Our first project in Brazil brings together physical exercise, mental well-being and sensory design across three floors of premium wellness architecture.
Bio Ritmo São Paulo is the first project we have completed in Brazil and represents a new direction in how Contacto Atlântico approaches wellness architecture. Designed for the Bio Ritmo brand and developed in collaboration with São Paulo practice Miele Arquitetos, the space functions less like a conventional gym and more like an urban retreat: a calm, materially rich environment where physical training, mental decompression and a strong sensory experience are designed to coexist. The project carries the studio’s signature approach: contextual reading, restraint, and an emphasis on how spaces are actually inhabited.
Who is Contacto Atlântico?
Contacto Atlântico is a Portuguese architecture studio founded by architect André Caiado, with close to 30 years of activity and headquarters in Estoril. Our portfolio crosses scales and typologies: large-scale urban rehabilitation such as the Quarteirão do Rossio in Lisbon, high-end residential projects in Cascais, retail design like Nestlé The Good Store, residential landmarks like LINEA in central Lisbon, and now, with Bio Ritmo, the wellness sector in São Paulo.
What is the Bio Ritmo São Paulo project?
Bio Ritmo is a Brazilian premium gym brand. For its São Paulo location, we were asked to design a space that goes beyond the standard fitness facility and reads instead as a hospitality environment. The result is a three-floor architectural project where the programme of a high-end gym is reframed around calm, materials and considered detail. The brief was developed jointly with Miele Arquitetos, a São Paulo-based architecture practice that worked alongside us throughout.
What does “quiet luxury” mean in gym architecture?
Quiet luxury is a design concept that prioritises restraint, high-quality materials and understated detail over visible branding, bright colours and overt status signals. In fashion it appears as unbranded cashmere and tailored silhouettes; in architecture, it appears as natural materials, soft light, generous space and clean joinery, with nothing shouting for attention.
Applied to a gym, quiet luxury is a deliberate departure from the visual codes most fitness brands use: black walls, neon accents, mirror surfaces, oversized logos and constant stimulation. Bio Ritmo São Paulo was designed to do the opposite. The architectural atmosphere steps away from the overstimulation of conventional gyms in favour of serenity, timelessness and comfort.
How is the project organised?
Bio Ritmo São Paulo is spread across three floors.
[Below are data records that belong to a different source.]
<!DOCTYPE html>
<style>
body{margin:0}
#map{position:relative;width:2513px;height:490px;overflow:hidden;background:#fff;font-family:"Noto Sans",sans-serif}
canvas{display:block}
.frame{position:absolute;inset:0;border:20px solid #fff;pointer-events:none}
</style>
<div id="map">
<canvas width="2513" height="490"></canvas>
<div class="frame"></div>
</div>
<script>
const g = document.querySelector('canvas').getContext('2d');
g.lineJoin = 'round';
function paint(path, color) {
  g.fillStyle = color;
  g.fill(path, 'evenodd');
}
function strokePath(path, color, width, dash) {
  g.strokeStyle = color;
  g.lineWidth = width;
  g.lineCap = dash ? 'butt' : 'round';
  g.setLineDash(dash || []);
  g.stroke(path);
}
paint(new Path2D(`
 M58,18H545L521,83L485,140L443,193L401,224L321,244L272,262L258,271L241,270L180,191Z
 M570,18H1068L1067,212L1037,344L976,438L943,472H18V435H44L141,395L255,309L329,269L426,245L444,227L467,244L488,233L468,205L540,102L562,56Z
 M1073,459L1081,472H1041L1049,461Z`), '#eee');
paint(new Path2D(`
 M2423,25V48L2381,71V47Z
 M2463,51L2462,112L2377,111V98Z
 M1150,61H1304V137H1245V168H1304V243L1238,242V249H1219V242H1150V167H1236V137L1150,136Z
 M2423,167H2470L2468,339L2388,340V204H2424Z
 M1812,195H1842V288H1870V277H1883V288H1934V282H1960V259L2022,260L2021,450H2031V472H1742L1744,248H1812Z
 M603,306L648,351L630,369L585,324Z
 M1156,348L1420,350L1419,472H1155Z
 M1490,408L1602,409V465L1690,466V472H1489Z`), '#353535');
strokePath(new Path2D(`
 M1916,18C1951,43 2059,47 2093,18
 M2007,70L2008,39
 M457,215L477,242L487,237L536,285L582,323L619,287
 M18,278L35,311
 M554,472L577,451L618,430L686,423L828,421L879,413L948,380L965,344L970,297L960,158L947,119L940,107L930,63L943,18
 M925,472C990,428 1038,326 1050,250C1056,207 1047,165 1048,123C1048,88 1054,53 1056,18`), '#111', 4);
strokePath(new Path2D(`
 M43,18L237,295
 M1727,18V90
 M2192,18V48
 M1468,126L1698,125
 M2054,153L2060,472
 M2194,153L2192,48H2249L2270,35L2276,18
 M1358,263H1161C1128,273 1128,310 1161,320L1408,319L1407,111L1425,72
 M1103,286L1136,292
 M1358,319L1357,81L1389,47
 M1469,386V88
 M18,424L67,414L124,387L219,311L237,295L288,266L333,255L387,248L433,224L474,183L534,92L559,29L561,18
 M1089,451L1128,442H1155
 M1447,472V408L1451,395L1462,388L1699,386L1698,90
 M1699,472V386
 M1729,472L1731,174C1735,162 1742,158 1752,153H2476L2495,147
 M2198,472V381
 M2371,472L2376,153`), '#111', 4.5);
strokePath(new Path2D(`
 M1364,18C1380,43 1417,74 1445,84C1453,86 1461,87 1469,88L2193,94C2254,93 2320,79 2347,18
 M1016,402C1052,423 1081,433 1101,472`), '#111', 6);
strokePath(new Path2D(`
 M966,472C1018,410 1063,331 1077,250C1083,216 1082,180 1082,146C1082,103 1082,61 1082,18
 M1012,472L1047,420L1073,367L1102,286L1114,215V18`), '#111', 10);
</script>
The programme includes:
- a reception area
- a lounge
- functional training studios
- cycling, cardio and weight training zones
- premium changing rooms
- technical areas
Beyond these expected gym components, the space integrates a series of hospitality elements that reframe what people use the building for: filtered water stations, make-up zones, and dedicated decompression areas where users can slow down before or after a workout.
What materials and design choices shape the atmosphere?
Three architectural decisions create the immersive, retreat-like quality the project is built around.
Natural materials
Wood, stone and organic textures form the material palette. These are choices that age with use rather than degrade visually, soften acoustics in a building that is otherwise mechanically noisy, and physically connect users to surfaces that feel close to nature rather than to industrial fitness equipment.
Diffuse lighting
Diffuse lighting means light spread evenly across a space, with no harsh hotspots or strong shadows, usually achieved through indirect fixtures and translucent surfaces. In a gym, where overhead spotlighting typically flattens the space and amplifies the feeling of effort, diffuse light does the opposite. It calms the visual field, reduces eye fatigue, and supports the sense of decompression that defines the project.
Fluid circulation paths
Circulation is the architectural term for the routes people take through a building. In Bio Ritmo São Paulo, those paths were designed to flow continuously between training, lounge and recovery zones, rather than separating them with corridors that interrupt the experience. This is what makes the space feel like a single environment rather than a sequence of rooms.
Why design a gym as an urban retreat?
Cities increasingly treat fitness as part of their wellness infrastructure, alongside hotels, spas and dedicated wellness clubs. A high-end gym is no longer just a place to train. It is a place where users expect the same standards of comfort, design and service they find in good hospitality. By treating Bio Ritmo São Paulo as an urban retreat, the project reframes the gym from a transactional workout space into a destination, and gives the Bio Ritmo brand a clearer architectural identity in a competitive premium market.
What does this first São Paulo project mean for Contacto Atlântico?
For Contacto Atlântico, Bio Ritmo São Paulo is a strategic step. It marks our first built project in Brazil and extends our wellness and hospitality work outside Europe. It is also evidence that the studio’s design philosophy, built across residential, urban rehabilitation and retail projects in Portugal, translates effectively into a new typology and a new market. The collaboration with Miele Arquitetos opens a working bridge between Portuguese and Brazilian architectural cultures, which we expect to be the first of many.